AVAILABLE RECORDS

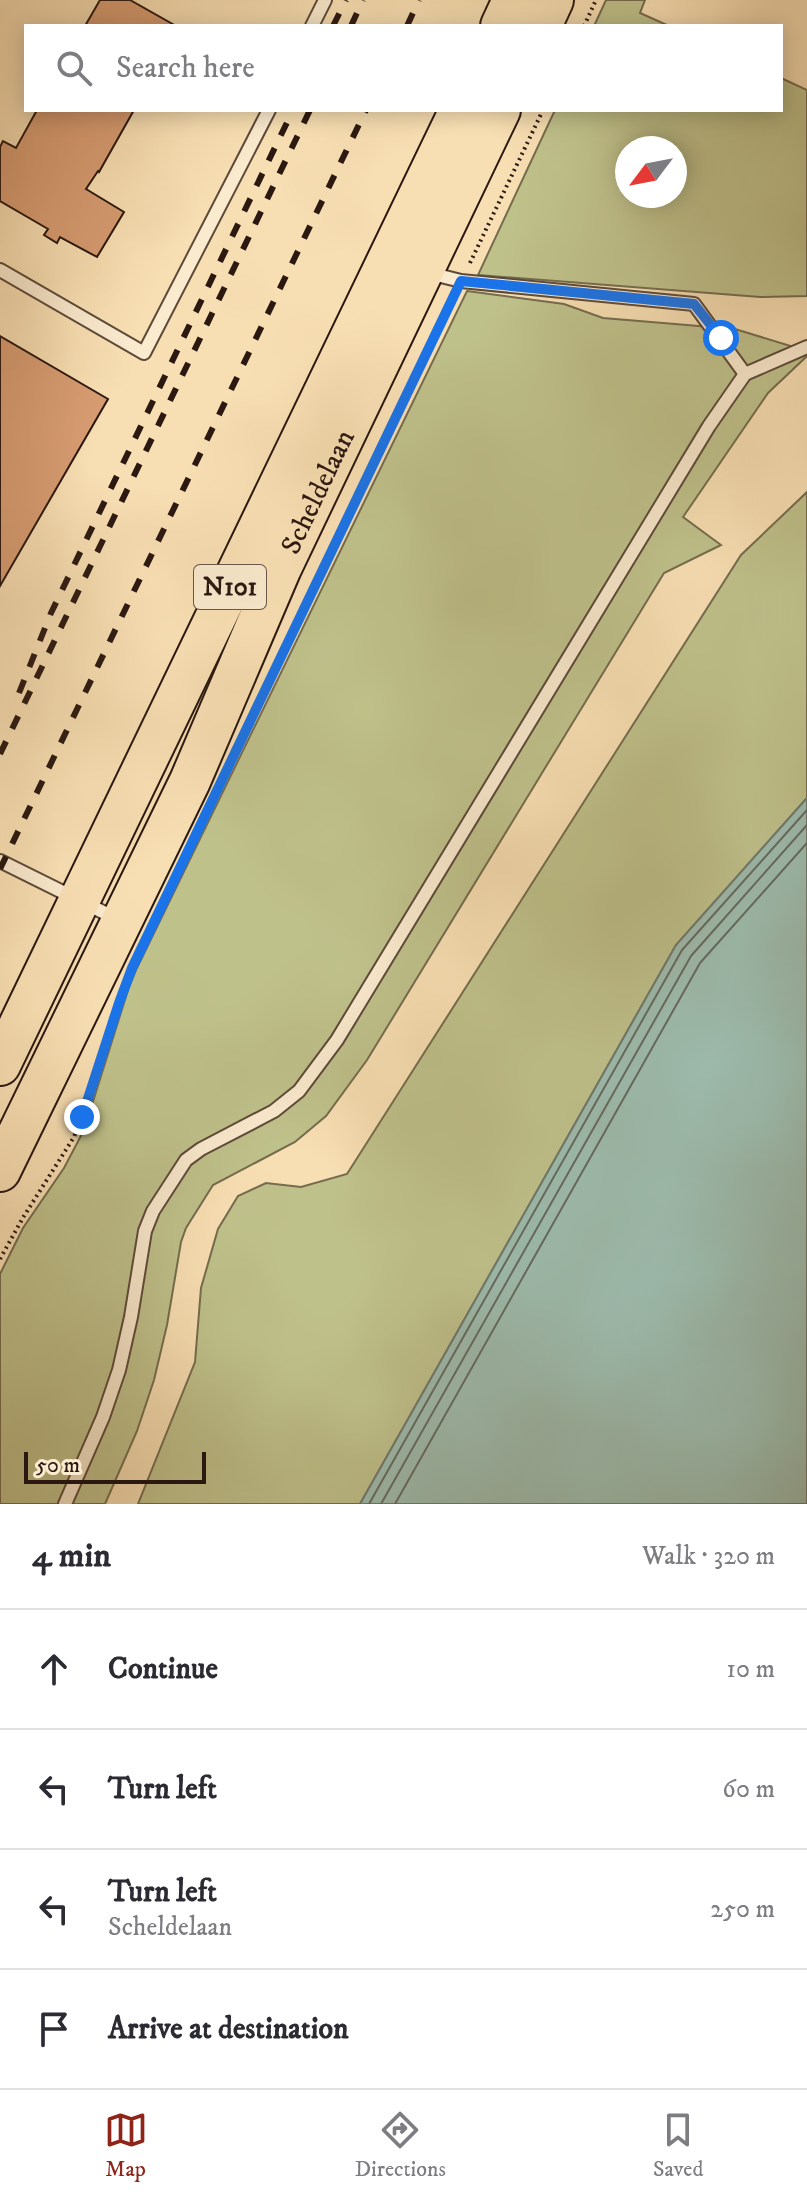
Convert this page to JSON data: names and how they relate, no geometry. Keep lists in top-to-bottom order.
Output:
{
  "streets": {
    "main road": ["Scheldelaan", "N101"]
  },
  "scale_bar": "50 m",
  "north": "bottom left",
  "page": {
    "search": "Search here",
    "scale": "50 m",
    "heading": ["4 min", "Walk · 320 m"],
    "list": [
      ["Continue", "10 m"],
      ["Turn left", "60 m"],
      ["Turn left", "Scheldelaan", "250 m"],
      "Arrive at destination"
    ],
    "nav": ["Map", "Directions", "Saved"]
  }
}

WHAT TO PRODUCE
Every line above should be retyped exactly; the pictures do not belong in the copy.

FINAL ANSWER
Convert this page to JSON data: names and how they relate, no geometry. Keep lists in top-to-bottom order.
Output:
{
  "streets": {
    "main road": ["Scheldelaan", "N101"]
  },
  "scale_bar": "50 m",
  "north": "bottom left",
  "page": {
    "search": "Search here",
    "scale": "50 m",
    "heading": ["4 min", "Walk · 320 m"],
    "list": [
      ["Continue", "10 m"],
      ["Turn left", "60 m"],
      ["Turn left", "Scheldelaan", "250 m"],
      "Arrive at destination"
    ],
    "nav": ["Map", "Directions", "Saved"]
  }
}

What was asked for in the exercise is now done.